Those moves paled in comparison with a 5-7 percent rise in oil and a
3 percent jump for European stocks, but they were the first respite
this week for a number of currencies most closely correlated with
global appetite for risk.
"There's some relief in all these moves, but the action on FX this
week has been much more limited than on some of the other markets --
people naturally have just not been so interested," said the head of
FX trading with one London brokerage, asking not to be named.
The dollar index , which tracks the greenback against a basket of
six major rivals, rose about 0.3 percent to 99.356.
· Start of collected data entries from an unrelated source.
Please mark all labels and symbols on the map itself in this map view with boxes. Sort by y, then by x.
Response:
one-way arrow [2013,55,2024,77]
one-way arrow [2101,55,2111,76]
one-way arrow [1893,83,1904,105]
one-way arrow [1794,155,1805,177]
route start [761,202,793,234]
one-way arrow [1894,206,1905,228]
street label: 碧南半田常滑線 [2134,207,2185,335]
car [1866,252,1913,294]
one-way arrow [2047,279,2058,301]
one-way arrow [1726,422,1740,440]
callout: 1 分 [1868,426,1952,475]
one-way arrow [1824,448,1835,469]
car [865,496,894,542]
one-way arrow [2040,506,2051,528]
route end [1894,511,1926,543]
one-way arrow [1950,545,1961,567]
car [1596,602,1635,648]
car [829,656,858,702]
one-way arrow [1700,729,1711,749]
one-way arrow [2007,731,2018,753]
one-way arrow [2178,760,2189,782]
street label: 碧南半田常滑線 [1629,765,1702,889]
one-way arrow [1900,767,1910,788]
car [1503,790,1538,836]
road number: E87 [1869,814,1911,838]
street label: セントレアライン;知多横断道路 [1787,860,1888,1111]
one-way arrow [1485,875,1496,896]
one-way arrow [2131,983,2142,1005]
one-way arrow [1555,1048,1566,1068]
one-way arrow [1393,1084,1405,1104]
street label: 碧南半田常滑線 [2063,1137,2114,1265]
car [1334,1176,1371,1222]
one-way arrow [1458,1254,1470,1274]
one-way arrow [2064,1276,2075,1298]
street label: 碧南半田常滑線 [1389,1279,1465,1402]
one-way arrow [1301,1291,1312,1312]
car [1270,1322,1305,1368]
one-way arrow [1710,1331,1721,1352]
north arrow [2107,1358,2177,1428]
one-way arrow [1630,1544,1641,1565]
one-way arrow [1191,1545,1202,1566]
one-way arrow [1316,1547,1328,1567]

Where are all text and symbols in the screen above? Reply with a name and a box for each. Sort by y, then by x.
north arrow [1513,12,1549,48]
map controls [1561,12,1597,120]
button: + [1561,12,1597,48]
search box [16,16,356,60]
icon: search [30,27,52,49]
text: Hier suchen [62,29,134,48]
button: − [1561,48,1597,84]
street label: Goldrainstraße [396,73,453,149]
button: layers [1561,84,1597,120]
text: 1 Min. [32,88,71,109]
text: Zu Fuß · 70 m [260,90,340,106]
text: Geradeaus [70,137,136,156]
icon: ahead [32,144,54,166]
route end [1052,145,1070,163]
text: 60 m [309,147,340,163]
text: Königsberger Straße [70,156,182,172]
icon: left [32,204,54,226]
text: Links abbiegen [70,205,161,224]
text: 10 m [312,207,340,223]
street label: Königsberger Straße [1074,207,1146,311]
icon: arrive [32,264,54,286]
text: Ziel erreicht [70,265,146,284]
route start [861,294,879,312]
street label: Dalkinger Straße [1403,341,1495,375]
The dollar also rose back above 118.00 yen to a one-week high <JPY=>,
a reflection of official comments on the yen and expectations the
Bank of Japan might decide to pump more money into the economy next
week.
After European Central Bank chief Mario Draghi said it would need to
review policy in March -- read as a promise of more easing --
sources familiar with the BoJ's thinking said the market turmoil
could lead it to consider more asset purchases.
"Government thinking around a potential BoJ move seems to be
shifting in light of the declining Nikkei," said Josh O'Byrne, a
strategist at Citi in London, saying that was driving traders to
close out bets on further yen strengthening against the dollar.
He put a 30-40 percent chance on the BoJ moving next week.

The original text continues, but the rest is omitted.